### Source material

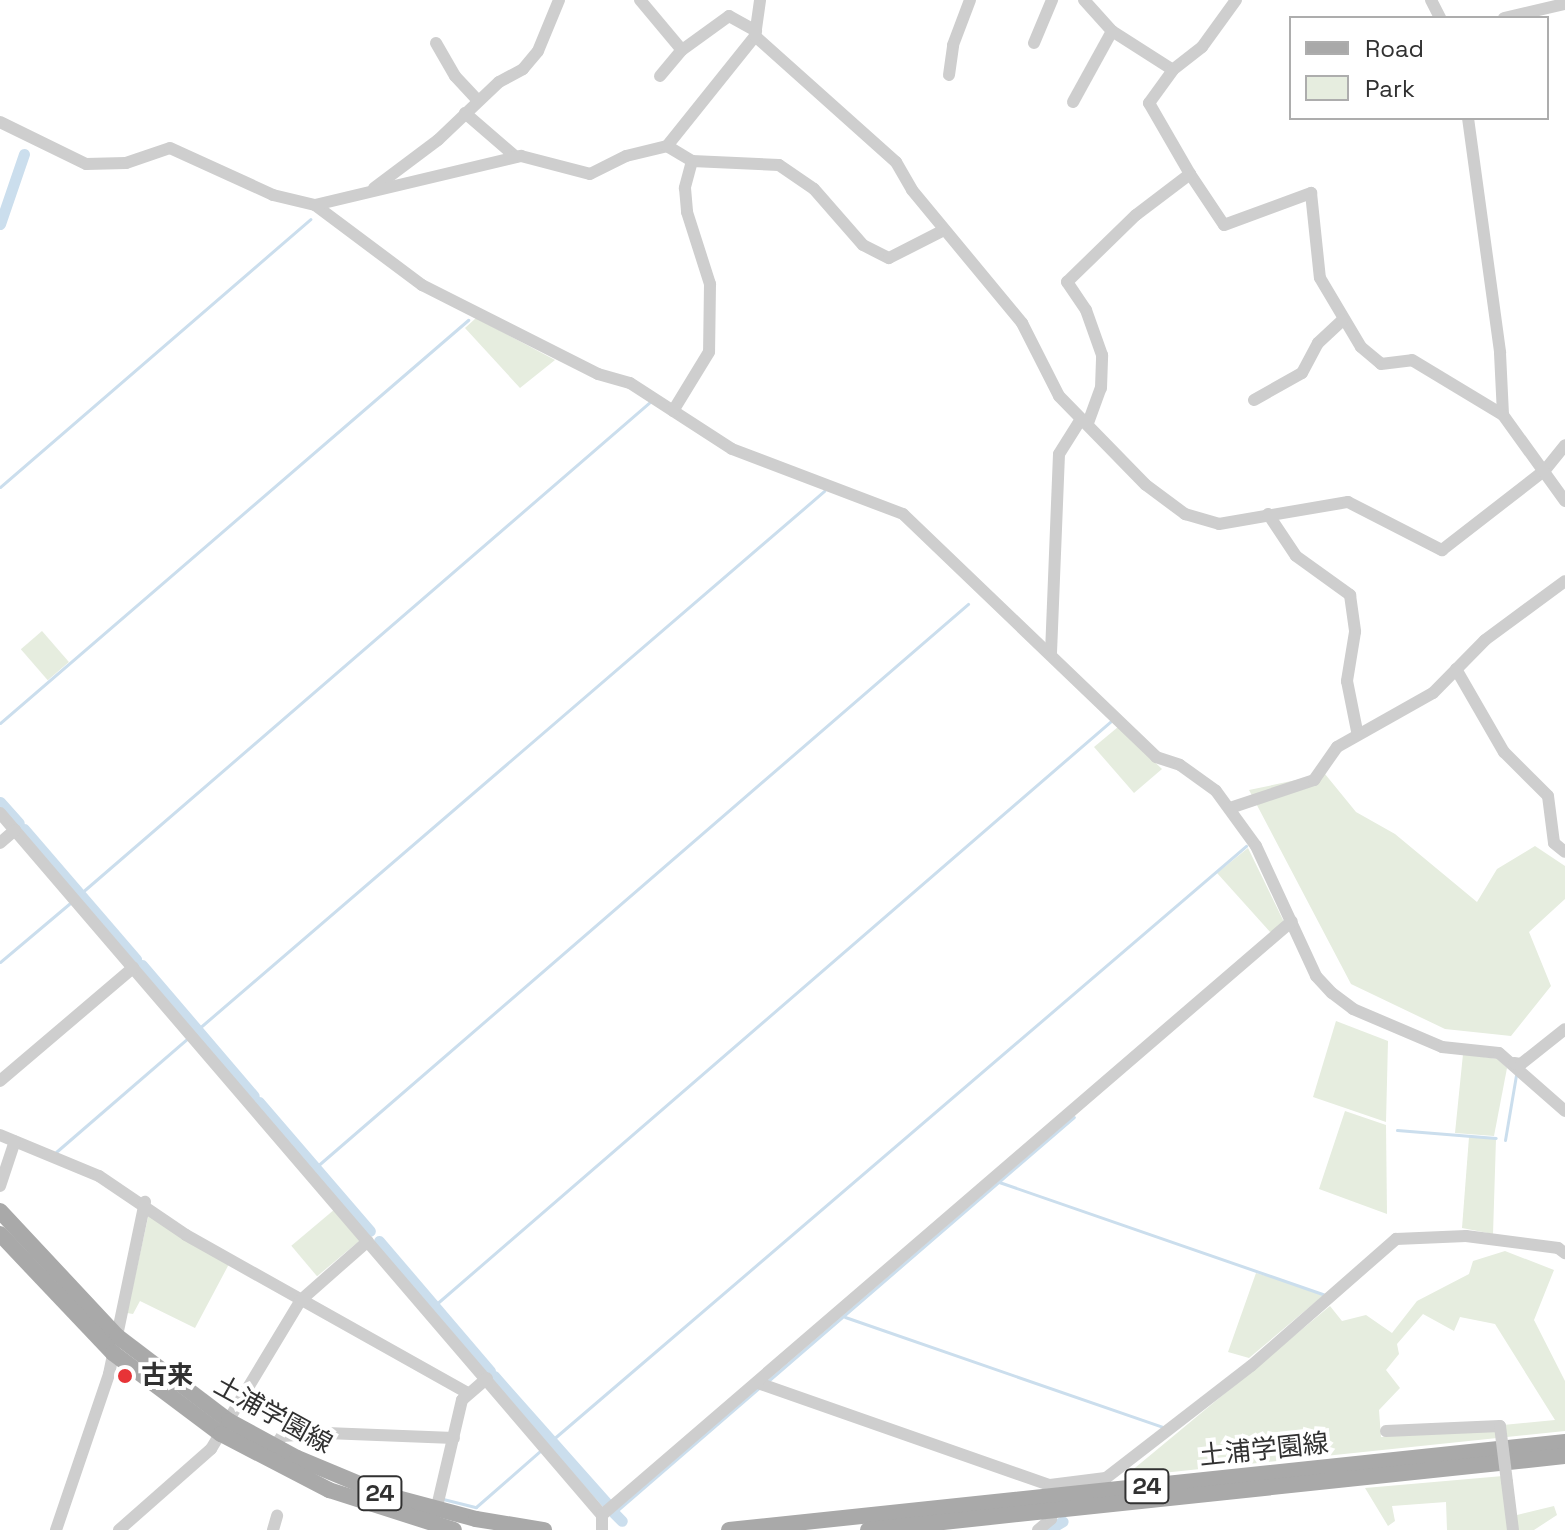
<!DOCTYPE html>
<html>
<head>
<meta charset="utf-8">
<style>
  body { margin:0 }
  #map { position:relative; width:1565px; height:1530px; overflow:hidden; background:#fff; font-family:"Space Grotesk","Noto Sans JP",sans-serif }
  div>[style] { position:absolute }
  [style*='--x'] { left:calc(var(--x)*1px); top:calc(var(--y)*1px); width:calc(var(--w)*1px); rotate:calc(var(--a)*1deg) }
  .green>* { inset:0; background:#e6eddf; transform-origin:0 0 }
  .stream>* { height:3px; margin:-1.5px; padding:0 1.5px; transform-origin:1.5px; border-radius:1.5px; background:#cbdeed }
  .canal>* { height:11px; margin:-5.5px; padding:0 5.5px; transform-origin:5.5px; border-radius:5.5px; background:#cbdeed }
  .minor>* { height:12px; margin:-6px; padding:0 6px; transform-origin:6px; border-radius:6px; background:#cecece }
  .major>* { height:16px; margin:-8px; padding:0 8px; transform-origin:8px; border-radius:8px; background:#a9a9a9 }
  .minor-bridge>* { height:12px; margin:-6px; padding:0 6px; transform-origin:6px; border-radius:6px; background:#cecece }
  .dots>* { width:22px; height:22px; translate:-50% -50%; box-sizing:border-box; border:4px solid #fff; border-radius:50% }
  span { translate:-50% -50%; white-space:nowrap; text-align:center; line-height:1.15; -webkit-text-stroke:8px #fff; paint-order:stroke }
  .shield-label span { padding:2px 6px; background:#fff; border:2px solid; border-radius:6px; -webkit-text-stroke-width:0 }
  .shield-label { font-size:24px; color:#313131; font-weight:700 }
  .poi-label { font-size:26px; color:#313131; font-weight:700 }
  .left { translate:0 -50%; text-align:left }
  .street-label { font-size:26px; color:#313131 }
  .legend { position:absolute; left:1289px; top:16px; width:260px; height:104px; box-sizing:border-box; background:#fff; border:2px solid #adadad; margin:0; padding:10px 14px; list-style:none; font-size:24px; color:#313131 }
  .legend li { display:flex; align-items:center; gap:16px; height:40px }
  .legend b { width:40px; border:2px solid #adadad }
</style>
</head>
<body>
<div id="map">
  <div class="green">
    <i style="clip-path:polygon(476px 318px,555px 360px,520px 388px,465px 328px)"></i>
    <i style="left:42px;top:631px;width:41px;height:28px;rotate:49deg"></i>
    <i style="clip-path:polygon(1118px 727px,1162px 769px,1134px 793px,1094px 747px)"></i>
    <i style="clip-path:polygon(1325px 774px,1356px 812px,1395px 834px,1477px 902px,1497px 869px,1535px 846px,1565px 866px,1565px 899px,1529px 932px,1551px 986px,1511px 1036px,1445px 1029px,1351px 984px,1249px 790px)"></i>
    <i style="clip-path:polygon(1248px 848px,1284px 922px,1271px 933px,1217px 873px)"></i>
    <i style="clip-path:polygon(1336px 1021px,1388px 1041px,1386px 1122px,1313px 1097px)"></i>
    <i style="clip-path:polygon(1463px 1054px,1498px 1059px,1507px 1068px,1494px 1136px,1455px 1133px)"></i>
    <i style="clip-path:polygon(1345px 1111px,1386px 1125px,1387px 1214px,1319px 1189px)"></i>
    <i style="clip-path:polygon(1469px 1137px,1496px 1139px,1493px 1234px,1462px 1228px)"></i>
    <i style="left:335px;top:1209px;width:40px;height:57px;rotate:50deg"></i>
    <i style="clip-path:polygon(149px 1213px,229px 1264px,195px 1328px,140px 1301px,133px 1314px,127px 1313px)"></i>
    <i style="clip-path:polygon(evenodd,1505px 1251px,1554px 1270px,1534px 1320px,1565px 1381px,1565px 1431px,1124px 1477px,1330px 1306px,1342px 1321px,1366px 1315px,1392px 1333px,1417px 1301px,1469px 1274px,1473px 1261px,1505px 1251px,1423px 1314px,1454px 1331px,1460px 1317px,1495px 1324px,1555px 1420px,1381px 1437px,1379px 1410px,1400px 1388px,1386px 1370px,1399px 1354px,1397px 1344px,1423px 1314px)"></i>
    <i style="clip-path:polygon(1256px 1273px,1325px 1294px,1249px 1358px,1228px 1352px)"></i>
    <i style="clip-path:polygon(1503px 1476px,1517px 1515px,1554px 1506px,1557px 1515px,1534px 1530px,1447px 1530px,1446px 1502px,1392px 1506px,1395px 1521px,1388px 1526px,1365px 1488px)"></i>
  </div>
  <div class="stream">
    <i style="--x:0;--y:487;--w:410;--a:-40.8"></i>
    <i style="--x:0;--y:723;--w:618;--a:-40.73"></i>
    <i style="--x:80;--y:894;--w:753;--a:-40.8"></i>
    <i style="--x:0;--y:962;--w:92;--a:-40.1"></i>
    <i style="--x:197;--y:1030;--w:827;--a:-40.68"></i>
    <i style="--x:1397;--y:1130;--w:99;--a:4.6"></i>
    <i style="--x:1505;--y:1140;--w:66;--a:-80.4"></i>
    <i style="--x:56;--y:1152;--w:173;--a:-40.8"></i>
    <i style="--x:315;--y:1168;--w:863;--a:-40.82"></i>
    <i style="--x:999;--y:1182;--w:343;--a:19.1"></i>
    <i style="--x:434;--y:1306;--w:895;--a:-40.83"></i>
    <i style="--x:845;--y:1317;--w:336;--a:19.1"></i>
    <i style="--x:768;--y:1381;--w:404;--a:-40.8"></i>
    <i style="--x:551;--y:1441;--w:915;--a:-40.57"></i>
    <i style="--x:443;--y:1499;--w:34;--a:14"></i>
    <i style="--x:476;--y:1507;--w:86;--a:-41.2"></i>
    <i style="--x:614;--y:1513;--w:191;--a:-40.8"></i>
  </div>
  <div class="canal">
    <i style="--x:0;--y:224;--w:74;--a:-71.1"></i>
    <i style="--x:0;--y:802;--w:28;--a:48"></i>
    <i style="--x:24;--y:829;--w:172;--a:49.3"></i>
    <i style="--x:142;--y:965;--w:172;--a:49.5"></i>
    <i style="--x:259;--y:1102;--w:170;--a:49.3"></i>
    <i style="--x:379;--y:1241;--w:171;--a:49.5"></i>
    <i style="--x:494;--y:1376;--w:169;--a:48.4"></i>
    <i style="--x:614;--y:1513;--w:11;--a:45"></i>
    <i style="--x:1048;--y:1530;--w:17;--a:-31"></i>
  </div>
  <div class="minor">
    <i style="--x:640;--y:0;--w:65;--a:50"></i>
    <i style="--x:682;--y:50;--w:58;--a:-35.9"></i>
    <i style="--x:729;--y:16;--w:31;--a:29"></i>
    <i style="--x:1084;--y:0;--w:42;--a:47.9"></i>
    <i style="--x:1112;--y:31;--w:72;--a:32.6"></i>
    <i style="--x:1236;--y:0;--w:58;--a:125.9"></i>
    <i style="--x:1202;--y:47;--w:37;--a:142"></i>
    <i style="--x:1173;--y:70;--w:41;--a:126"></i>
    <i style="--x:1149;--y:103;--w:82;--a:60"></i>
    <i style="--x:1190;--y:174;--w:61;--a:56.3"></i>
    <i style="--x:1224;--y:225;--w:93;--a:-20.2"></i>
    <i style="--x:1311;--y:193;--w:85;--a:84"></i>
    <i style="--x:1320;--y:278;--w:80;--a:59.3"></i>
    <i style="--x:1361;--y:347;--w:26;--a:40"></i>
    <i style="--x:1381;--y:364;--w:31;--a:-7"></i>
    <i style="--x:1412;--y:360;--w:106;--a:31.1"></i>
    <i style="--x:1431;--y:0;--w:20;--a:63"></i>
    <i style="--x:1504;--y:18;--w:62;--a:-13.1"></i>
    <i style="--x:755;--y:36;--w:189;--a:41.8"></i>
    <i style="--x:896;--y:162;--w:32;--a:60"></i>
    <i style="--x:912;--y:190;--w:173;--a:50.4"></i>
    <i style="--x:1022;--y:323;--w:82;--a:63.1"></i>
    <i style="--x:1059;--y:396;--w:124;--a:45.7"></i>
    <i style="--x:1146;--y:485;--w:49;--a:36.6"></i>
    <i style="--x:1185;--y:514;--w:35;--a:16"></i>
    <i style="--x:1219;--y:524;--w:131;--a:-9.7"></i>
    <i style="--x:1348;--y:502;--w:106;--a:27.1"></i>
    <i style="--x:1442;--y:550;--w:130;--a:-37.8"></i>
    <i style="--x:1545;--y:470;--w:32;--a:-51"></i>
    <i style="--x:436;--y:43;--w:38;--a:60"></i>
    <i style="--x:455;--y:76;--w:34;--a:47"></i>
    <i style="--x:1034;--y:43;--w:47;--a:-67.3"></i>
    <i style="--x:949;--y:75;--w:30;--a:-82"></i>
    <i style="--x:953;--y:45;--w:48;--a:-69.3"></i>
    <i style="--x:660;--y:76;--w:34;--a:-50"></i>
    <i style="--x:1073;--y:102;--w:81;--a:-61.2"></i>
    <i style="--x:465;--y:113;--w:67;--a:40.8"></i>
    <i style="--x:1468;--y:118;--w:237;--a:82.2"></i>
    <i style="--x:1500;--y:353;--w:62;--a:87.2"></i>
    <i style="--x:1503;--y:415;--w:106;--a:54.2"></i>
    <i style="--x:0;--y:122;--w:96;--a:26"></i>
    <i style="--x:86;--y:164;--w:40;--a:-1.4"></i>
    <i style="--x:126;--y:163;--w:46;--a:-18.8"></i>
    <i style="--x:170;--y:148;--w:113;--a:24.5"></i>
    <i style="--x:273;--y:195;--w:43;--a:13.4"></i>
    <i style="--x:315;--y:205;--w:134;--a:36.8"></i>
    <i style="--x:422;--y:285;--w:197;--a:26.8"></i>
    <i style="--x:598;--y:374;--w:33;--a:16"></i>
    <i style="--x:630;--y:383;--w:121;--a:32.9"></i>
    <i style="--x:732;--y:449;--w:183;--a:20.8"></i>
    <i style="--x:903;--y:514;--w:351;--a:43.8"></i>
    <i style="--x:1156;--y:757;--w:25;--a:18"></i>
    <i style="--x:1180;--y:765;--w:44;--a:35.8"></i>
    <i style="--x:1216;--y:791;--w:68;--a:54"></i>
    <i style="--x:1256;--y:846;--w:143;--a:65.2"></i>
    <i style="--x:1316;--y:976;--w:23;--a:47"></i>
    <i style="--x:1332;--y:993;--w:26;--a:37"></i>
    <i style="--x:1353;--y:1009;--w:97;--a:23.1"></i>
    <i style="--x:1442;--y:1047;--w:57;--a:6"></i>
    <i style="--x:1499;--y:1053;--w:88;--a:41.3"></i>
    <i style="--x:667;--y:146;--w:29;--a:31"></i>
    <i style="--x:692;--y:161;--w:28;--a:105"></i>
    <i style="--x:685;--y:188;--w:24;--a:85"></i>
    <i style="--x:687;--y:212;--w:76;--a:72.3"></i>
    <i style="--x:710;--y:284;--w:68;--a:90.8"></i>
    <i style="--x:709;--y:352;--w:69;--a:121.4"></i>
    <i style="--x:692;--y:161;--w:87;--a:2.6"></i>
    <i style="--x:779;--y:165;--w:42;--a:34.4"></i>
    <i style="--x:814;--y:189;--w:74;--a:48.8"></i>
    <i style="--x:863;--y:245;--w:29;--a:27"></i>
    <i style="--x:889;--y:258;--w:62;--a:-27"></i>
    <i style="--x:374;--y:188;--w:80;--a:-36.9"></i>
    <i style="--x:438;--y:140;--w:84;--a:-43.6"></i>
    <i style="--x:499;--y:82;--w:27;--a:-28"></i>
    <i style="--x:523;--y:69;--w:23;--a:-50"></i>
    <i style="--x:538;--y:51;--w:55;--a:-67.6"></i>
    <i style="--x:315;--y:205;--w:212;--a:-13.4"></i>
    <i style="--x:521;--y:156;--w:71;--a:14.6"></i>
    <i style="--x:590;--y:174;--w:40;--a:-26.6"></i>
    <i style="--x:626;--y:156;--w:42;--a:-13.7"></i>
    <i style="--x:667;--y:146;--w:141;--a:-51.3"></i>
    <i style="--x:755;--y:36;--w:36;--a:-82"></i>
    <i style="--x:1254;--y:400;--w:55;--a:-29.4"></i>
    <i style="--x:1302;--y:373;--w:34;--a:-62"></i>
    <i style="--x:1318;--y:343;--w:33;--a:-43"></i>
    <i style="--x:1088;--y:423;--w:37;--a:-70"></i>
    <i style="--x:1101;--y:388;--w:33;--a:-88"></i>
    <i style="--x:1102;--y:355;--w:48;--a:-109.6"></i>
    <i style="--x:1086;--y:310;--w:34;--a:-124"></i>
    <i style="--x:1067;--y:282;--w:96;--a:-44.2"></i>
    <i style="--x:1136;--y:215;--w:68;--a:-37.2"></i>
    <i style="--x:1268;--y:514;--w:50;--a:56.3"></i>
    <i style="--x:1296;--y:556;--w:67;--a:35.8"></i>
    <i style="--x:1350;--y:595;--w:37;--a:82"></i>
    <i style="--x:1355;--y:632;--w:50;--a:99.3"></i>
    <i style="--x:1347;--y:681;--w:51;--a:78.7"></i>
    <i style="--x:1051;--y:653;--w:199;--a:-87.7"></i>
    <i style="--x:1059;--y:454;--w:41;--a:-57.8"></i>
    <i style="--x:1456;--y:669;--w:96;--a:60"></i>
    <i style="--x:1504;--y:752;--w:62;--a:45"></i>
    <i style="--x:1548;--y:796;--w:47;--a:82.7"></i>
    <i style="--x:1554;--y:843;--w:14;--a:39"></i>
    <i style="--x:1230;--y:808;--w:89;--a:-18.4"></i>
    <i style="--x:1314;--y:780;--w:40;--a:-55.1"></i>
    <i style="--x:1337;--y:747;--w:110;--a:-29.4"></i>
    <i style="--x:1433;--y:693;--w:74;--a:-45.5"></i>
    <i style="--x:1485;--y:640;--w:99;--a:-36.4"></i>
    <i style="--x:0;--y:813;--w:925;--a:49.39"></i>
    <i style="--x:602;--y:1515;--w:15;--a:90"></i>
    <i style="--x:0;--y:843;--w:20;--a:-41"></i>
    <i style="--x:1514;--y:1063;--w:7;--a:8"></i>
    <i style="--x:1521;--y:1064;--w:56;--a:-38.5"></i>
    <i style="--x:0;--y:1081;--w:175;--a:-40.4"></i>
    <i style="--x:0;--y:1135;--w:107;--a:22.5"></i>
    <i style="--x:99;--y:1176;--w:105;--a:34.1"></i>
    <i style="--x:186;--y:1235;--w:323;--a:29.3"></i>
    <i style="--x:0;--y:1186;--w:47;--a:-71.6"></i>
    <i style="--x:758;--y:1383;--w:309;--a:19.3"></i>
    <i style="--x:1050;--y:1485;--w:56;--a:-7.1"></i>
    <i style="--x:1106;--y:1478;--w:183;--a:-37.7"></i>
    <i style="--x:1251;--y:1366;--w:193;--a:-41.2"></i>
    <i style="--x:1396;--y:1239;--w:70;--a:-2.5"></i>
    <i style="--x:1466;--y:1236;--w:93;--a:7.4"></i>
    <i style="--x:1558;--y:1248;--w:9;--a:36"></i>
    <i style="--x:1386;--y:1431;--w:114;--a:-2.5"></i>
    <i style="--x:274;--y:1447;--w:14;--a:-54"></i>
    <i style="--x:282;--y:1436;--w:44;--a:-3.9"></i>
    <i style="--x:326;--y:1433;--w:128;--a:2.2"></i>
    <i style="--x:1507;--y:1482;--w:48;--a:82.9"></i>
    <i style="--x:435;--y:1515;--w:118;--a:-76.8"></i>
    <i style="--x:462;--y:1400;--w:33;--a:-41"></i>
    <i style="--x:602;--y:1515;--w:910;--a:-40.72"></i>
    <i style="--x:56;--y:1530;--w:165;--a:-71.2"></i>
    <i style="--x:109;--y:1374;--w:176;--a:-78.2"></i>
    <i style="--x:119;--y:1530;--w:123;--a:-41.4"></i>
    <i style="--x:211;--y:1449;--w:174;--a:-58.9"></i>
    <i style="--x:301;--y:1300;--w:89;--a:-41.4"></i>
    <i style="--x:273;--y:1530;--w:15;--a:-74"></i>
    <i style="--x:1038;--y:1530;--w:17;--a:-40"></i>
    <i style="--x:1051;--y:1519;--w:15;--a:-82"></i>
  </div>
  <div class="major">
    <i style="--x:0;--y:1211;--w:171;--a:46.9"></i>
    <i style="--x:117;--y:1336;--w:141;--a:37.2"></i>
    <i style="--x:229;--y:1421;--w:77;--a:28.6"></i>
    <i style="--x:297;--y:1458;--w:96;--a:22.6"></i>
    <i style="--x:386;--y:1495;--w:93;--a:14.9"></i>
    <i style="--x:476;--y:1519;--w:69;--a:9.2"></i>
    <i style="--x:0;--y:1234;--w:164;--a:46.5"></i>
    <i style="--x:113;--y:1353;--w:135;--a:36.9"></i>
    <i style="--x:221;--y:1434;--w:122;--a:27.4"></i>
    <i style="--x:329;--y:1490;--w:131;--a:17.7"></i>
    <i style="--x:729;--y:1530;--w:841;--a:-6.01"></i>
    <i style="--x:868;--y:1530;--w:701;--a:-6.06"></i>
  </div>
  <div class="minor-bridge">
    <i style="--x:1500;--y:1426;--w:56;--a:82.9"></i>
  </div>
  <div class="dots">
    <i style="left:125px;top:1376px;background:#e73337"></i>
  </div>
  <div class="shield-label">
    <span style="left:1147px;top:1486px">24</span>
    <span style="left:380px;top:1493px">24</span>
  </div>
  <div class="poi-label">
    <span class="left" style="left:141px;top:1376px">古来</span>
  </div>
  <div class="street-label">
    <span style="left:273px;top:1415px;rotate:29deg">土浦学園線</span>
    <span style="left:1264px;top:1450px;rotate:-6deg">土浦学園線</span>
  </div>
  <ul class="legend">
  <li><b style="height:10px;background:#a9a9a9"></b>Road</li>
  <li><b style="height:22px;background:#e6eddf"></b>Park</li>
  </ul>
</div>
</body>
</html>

######

- [Task statement]
Your answer must consist solely of the lines above between the line holding "height:3px; margin:-1.5px; padding:0" and the line holding "font-size:26px; color:#313131; font-weight:700", inclusive, copied exactly.

- [Solution for this problem]
  .stream>* { height:3px; margin:-1.5px; padding:0 1.5px; transform-origin:1.5px; border-radius:1.5px; background:#cbdeed }
  .canal>* { height:11px; margin:-5.5px; padding:0 5.5px; transform-origin:5.5px; border-radius:5.5px; background:#cbdeed }
  .minor>* { height:12px; margin:-6px; padding:0 6px; transform-origin:6px; border-radius:6px; background:#cecece }
  .major>* { height:16px; margin:-8px; padding:0 8px; transform-origin:8px; border-radius:8px; background:#a9a9a9 }
  .minor-bridge>* { height:12px; margin:-6px; padding:0 6px; transform-origin:6px; border-radius:6px; background:#cecece }
  .dots>* { width:22px; height:22px; translate:-50% -50%; box-sizing:border-box; border:4px solid #fff; border-radius:50% }
  span { translate:-50% -50%; white-space:nowrap; text-align:center; line-height:1.15; -webkit-text-stroke:8px #fff; paint-order:stroke }
  .shield-label span { padding:2px 6px; background:#fff; border:2px solid; border-radius:6px; -webkit-text-stroke-width:0 }
  .shield-label { font-size:24px; color:#313131; font-weight:700 }
  .poi-label { font-size:26px; color:#313131; font-weight:700 }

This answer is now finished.